The same goes for staycation prices as UK holidays are the only option for many. A week in an Airbnb property this summer can easily cost £3,000, a ridiculous price but one that some are prepared to pay just to get away. This will be temporary as the green list expands and foreign competition returns. It is a very small part of the economy that didn’t exist a few years ago.
This is also true for second-hand car prices and the apparent inability of employers attracting workers. The former has been impacted by the disruption of the global supply chain involving semi-conductors whilst the latter is partly affected by the furlough scheme where hospitality employees have saved money which they can now spend and may be considering a summer at leisure, returning to work in the Autumn.
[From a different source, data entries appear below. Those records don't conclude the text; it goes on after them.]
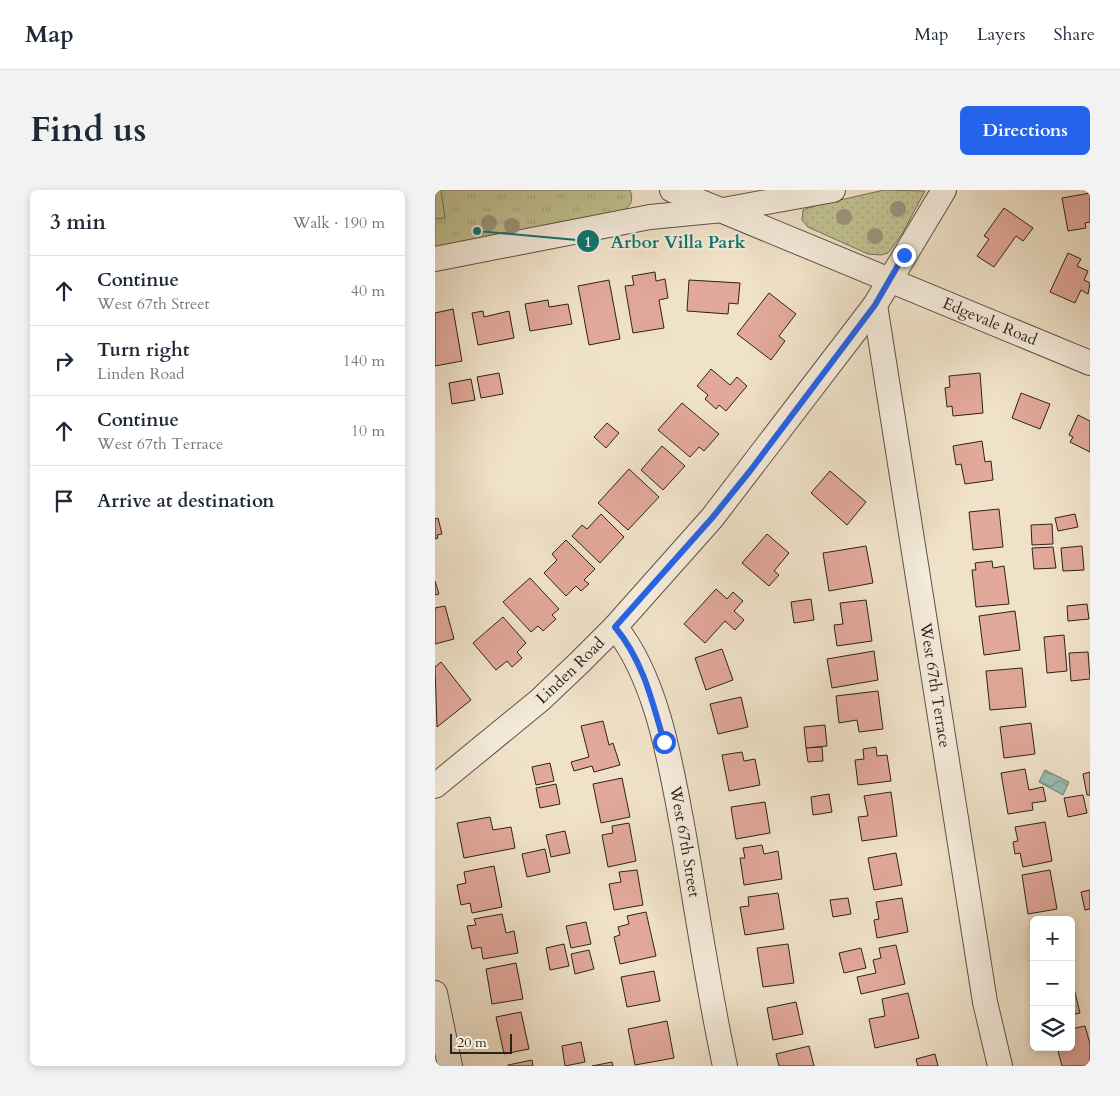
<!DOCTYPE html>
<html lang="en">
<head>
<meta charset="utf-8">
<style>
  body { margin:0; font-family:Cardo,serif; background:#f2f2f3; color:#1f2937 }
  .controls { position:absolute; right:15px; bottom:15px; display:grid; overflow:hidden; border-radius:8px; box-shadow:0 2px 8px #0003 }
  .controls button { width:45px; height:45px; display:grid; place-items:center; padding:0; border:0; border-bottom:1px solid #e0e1e3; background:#fff; color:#1f2937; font:25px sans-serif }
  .scale { position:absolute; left:15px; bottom:12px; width:62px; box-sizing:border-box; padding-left:5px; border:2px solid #2d221b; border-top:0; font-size:14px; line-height:18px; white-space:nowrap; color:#2d221b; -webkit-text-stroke:4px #f5ecdc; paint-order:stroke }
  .stop { position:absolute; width:15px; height:15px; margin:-11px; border:4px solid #2563eb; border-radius:50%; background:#fff }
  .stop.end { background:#2563eb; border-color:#fff; box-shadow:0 1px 5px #0008 }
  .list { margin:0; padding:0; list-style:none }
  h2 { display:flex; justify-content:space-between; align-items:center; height:65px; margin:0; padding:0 20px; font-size:21px }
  h2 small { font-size:16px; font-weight:400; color:#747a83 }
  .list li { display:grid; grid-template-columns:32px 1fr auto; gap:15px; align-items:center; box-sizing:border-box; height:70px; padding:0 20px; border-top:1px solid #e0e1e3 }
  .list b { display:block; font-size:19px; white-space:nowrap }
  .list p { margin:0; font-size:16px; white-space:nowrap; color:#747a83 }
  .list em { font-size:16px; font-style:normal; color:#747a83 }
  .icon { flex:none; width:28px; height:28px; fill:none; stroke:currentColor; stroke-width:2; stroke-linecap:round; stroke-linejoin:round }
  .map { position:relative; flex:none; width:655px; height:876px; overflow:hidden; border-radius:8px }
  header { display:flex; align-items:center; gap:30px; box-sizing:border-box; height:70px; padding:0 25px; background:#fff; border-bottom:1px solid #e0e1e3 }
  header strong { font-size:24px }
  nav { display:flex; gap:28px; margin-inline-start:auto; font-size:18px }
  .intro { display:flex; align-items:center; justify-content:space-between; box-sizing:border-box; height:120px; padding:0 30px }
  h1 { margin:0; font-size:35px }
  .button { padding:12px 22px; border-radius:8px; background:#2563eb; color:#fff; font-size:18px; font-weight:700 }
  main { display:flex; gap:30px; padding:0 30px }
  aside { flex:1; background:#fff; border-radius:8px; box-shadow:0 2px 8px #0003 }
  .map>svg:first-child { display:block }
  .grass { fill:url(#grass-dots); stroke:#777256 }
  .park { fill:url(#park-tufts); stroke:#777256 }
  .pitch { fill:#c1c191; stroke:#777256 }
  .water { fill:url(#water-waves); stroke:#6f8076 }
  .building { fill:#e2a89a; stroke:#2d221b }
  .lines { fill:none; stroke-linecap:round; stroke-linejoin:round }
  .minor-casing { stroke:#5e5246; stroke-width:26 }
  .minor { stroke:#f5ecdc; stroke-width:24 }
  .tree { fill:#9d937d }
  .route { stroke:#2563eb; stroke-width:6 }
  .labels { text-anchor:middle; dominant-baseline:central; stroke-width:4; stroke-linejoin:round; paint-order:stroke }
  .street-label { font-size:16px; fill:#2d221b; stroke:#f5ecdc }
  .leader { fill:none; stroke:#0f766e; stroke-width:2 }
  .callout-dot { fill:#0f766e; stroke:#f5ecdc; stroke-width:2 }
  .mark-label { font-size:15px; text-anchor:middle; font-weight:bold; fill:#fff }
  .callout-label { font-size:18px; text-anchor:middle; font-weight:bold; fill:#0f766e; stroke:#f5ecdc; stroke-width:4; stroke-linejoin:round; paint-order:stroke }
</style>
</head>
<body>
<header>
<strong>Map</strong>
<nav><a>Map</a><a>Layers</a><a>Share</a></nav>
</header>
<div class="intro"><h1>Find us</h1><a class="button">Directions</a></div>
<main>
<aside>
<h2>3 min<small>Walk · 190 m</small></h2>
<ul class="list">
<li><svg class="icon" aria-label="ahead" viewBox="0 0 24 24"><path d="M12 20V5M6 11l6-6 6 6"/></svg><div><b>Continue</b><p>West 67th Street</p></div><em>40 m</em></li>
<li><svg class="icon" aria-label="right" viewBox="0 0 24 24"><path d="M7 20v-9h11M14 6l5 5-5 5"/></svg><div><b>Turn right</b><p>Linden Road</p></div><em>140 m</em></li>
<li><svg class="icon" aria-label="ahead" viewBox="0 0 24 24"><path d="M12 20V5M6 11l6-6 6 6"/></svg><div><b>Continue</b><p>West 67th Terrace</p></div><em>10 m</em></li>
<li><svg class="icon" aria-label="arrive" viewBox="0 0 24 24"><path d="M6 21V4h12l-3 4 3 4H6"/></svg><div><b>Arrive at destination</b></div></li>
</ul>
</aside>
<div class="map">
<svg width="655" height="876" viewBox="0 0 655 876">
  <defs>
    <pattern id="grass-dots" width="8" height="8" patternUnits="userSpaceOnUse" patternTransform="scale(1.25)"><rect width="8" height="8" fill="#c1c191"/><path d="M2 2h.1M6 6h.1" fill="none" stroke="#a6a67c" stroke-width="1.8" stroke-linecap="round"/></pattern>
    <pattern id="park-tufts" width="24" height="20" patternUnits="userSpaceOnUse" patternTransform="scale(1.25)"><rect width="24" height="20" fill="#c1c191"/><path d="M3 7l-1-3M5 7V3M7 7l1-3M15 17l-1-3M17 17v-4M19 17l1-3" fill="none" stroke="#a6a67c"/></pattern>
    <pattern id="water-waves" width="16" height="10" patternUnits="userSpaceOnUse" patternTransform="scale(1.25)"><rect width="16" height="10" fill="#9bbeb2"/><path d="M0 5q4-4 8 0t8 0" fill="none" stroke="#7f9a90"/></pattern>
  </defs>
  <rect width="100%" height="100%" fill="#f0e2c9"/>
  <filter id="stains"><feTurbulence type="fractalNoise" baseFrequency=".004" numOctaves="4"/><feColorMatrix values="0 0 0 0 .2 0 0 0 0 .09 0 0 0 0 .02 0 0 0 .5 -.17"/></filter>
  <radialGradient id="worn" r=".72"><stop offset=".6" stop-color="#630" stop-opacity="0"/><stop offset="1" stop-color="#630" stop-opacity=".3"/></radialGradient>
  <!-- grass -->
  <polygon class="grass" points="449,0 490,1 467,44 453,63 446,65 433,64 373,37 367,30 368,20 379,16"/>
  <!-- park -->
  <path class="park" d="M 0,0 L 195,0 C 199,10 196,16 186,22 L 0,57 Z"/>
  <!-- pitch -->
  <polygon class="pitch" points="0,0 6,0 10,28 0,29"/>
  <!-- water -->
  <polygon class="water" points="610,580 634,592 628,605 604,592"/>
  <!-- building -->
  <g class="building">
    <polygon points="655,3 655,32 650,33 651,38 633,41 627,8"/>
    <polygon points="569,18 598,38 588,51 581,46 559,77 542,66 554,49 549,46"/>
    <polygon points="633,63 646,69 642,76 653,81 649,90 655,93 653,104 646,100 640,113 615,102"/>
    <polygon points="220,82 221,91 230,89 233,108 224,110 229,138 198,143 190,96 199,95 197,86"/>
    <polygon points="174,90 185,149 154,155 143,96"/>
    <polygon points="254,90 305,93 303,114 294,113 293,124 252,121"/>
    <polygon points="334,103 361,124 344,146 350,151 336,170 302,144"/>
    <polygon points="113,110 114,117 133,114 137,134 95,141 90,114"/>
    <polygon points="18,119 27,171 0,176 0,123"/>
    <polygon points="48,121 49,127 74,121 79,148 43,155 37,123"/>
    <polygon points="276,179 295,195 302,187 312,196 291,221 284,215 281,219 270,209 273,205 262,196"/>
    <polygon points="64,183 68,204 46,208 42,187"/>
    <polygon points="545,183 548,223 518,226 517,216 512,217 510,198 515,197 514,186"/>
    <polygon points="36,189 40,210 17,214 14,193"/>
    <polygon points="586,203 615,214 605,239 577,228"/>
    <polygon points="247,213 284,244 269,261 264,257 255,267 223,240"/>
    <polygon points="643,225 655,231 655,262 635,252 638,247 634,245"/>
    <polygon points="172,233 184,243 171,258 159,247"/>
    <polygon points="547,251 550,272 556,271 558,290 530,294 526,274 521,275 518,256"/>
    <polygon points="227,256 250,276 228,300 206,280"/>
    <polygon points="194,279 224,307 193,340 163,313"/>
    <polygon points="395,281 431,312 412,335 376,303"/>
    <polygon points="564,319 568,357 538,360 534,322"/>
    <polygon points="166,324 189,347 165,373 137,346 147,335 152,339"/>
    <polygon points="640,324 643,337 623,341 620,328"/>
    <polygon points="3,328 7,344 2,345 3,348 0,349 0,329"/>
    <polygon points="617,334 618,354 597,355 596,335"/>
    <polygon points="332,344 354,363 339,381 344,385 334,396 307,373"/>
    <polygon points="131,350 160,379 149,390 154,394 146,401 141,396 131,406 109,383 122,370 117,364"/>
    <polygon points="431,356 438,393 394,401 388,363"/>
    <polygon points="647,356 649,380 628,381 626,358"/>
    <polygon points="618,357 621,378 599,379 597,358"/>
    <polygon points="557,371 558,378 569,376 574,414 541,417 537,380 541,380 540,373"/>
    <polygon points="95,388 124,419 117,425 121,429 108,441 103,436 96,442 68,412"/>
    <polygon points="0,391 4,404 0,405"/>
    <polygon points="281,399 292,409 298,402 308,411 299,421 309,430 300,440 290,431 270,453 249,434"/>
    <polygon points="376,409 379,430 359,433 356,412"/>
    <polygon points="431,410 437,451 402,456 399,435 408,434 405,413"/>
    <polygon points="652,414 654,429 633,431 632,416"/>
    <polygon points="10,416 19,449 0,454 0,418"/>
    <polygon points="580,421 585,460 549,465 544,426"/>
    <polygon points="68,427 91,453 82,462 87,468 77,477 72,471 61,480 38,453"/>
    <polygon points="629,445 632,481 612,483 609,447"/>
    <polygon points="287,459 298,490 271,500 260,468"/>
    <polygon points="439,461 443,490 397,498 392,469"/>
    <polygon points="653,462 655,489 636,491 634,463"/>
    <polygon points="6,472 36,510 2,537 0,477"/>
    <polygon points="587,478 591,517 555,520 551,481"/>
    <polygon points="443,501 448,539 424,542 422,530 404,533 401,506"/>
    <polygon points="306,507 313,537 283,544 275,514"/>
    <polygon points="168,531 174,555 178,553 185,575 159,582 157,576 139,581 136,572 154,567 146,536"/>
    <polygon points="596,533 600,564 569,568 565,537"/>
    <polygon points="390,535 392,556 371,558 369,537"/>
    <polygon points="387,557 388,571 373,572 371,558"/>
    <polygon points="441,557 442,566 452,565 456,591 423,595 420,570 429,569 428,559"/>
    <polygon points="307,562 309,571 320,569 325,595 294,601 287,565"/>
    <polygon points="115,573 119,591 101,595 97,577"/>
    <polygon points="590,579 594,600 608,597 611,611 597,613 598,620 573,624 566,583"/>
    <polygon points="655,582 655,605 652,605 648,584"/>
    <polygon points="187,588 195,627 166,633 158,594"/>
    <polygon points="121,594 125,614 105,618 101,598"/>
    <polygon points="456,602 462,646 427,651 423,627 433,626 429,606"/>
    <polygon points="394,604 397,622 378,625 376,607"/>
    <polygon points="648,605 652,623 633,627 629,608"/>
    <polygon points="330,612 335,643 301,649 296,617"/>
    <polygon points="55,627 58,640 76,637 80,658 29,668 22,633"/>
    <polygon points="610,632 617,671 588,677 585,663 580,664 578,652 583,651 580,637"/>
    <polygon points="194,633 201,671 173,677 167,645 178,643 177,636"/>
    <polygon points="130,641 135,663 116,667 111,645"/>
    <polygon points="327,655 329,664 343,661 347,689 309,695 305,668 310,668 308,658"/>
    <polygon points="110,659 115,682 92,687 87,664"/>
    <polygon points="461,663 467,695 439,700 433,668"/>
    <polygon points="59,676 67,717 37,723 35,713 26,715 22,695 31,693 29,682"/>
    <polygon points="202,680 208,715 179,720 174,694 186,692 184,682"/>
    <polygon points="615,680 622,719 593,724 587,685"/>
    <polygon points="655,700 655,719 650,720 646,702"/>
    <polygon points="343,703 349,739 310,745 305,717 314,716 313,707"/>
    <polygon points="413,708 416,724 398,727 395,710"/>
    <polygon points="467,708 473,742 442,748 439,730 444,729 441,712"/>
    <polygon points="211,722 221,766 185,774 179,747 185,745 183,737 194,734 192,726"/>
    <polygon points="67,724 71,743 79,741 83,763 48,769 46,757 37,759 32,736 41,735 39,729"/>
    <polygon points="151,732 156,754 136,758 131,736"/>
    <polygon points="599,735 599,752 595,736"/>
    <polygon points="129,754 134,776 115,780 111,758"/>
    <polygon points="353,754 359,793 328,797 322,758"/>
    <polygon points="461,755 470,794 426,804 422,787 441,783 438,770 446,768 444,758"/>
    <polygon points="426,758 431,778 409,783 404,763"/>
    <polygon points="154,760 159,779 140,784 136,764"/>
    <polygon points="81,773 88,809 57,814 51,779"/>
    <polygon points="219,781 225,811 192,817 186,787"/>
    <polygon points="636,786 645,823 636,825"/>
    <polygon points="473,803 484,848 440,858 434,829 450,826 447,809"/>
    <polygon points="361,812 368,844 338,850 332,818"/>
    <polygon points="86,822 94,859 69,864 61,827"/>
    <polygon points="232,831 239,868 200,875 193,839"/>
    <polygon points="650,836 655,854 655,876 627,876 622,857 636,857 636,839"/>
    <polygon points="146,852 150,872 130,876 127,856"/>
    <polygon points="374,856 379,876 344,876 341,864"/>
    <polygon points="500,864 503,876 483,876 481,869"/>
    <polygon points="97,870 98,876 73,876 73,875"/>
    <polygon points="177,872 178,876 157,876"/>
  </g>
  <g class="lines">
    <!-- minor casing -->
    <g class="minor-casing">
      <g id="minor">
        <path id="s1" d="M 237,0 L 655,173"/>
        <polyline points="0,69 215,27 288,20 398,0"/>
        <path id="s2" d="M 440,115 L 550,812 L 565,876"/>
        <path id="s3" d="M 180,437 C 222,488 236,575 248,640 C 262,719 273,798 290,876"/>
        <path id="s4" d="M 0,596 L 105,510 L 144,473 L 180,437 L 277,328 L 440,115 L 509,0"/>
        <polyline points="0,803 15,876"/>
      </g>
    </g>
    <!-- minor -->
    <use href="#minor" class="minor"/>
  </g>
  <!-- trees -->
  <g class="tree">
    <circle cx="463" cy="19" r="8"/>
    <circle cx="409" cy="27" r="8"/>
    <circle cx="54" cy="33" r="8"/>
    <circle cx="77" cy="36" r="8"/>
    <circle cx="440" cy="46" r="8"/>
  </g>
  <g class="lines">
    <!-- route -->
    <path class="route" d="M 229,552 C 217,510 208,471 180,437 L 277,328 L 315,281 L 440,115 L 469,65"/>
  </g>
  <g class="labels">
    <!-- street labels -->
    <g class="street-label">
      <text stroke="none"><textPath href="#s1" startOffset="344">Edgevale Road</textPath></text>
      <text stroke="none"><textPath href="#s4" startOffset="178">Linden Road</textPath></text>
      <text stroke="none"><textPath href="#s2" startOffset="385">West 67th Terrace</textPath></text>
      <text stroke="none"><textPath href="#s3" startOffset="228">West 67th Street</textPath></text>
    </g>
  </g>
  <!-- callouts -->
  <path class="leader" d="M42 41L153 51"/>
  <g class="callout-dot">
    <circle cx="42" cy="41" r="5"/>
    <circle cx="153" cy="51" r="12"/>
  </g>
  <g class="mark-label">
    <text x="153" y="57">1</text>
  </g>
  <g class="callout-label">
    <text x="243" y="58">Arbor Villa Park</text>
  </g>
  <rect width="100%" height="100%" filter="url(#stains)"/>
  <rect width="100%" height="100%" fill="url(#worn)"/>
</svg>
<div class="controls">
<button>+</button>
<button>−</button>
<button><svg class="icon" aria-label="layers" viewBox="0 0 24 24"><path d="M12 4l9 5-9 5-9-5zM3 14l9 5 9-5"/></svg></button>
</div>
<div class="scale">20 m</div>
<div class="stop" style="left:229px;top:552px"></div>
<div class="stop end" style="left:469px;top:65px"></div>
</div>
</main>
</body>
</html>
Even if these employee shortages lead to wage pressure, this only affects the lowest salaries, many of which are minimum wage. This is less of an issue in the professions and skilled manufacturing industries and so wholesale demands for wage increases, outside of the NHS, are unlikely.
On balance, it is inevitable we will see higher inflation numbers as the economic recovery evolves and the economy unlocks. The rebasing of the numbers, year-on-year, the recovery in the oil price and resumption of activity is guaranteed to revert to the mean or adhere to Newton’s law of equal and opposite forces. Much of this is reversing the impact of Covid in 2020. Importantly, many workers didn’t receive pay rises or bonuses in 2020 and those on furlough suffered a 20% pay cut. It is entirely reasonable to expect some catch-up as the economy recovers but it should be remembered that as companies also recover, they are now much leaner which should lead to higher profit margins. That must be positive for equities.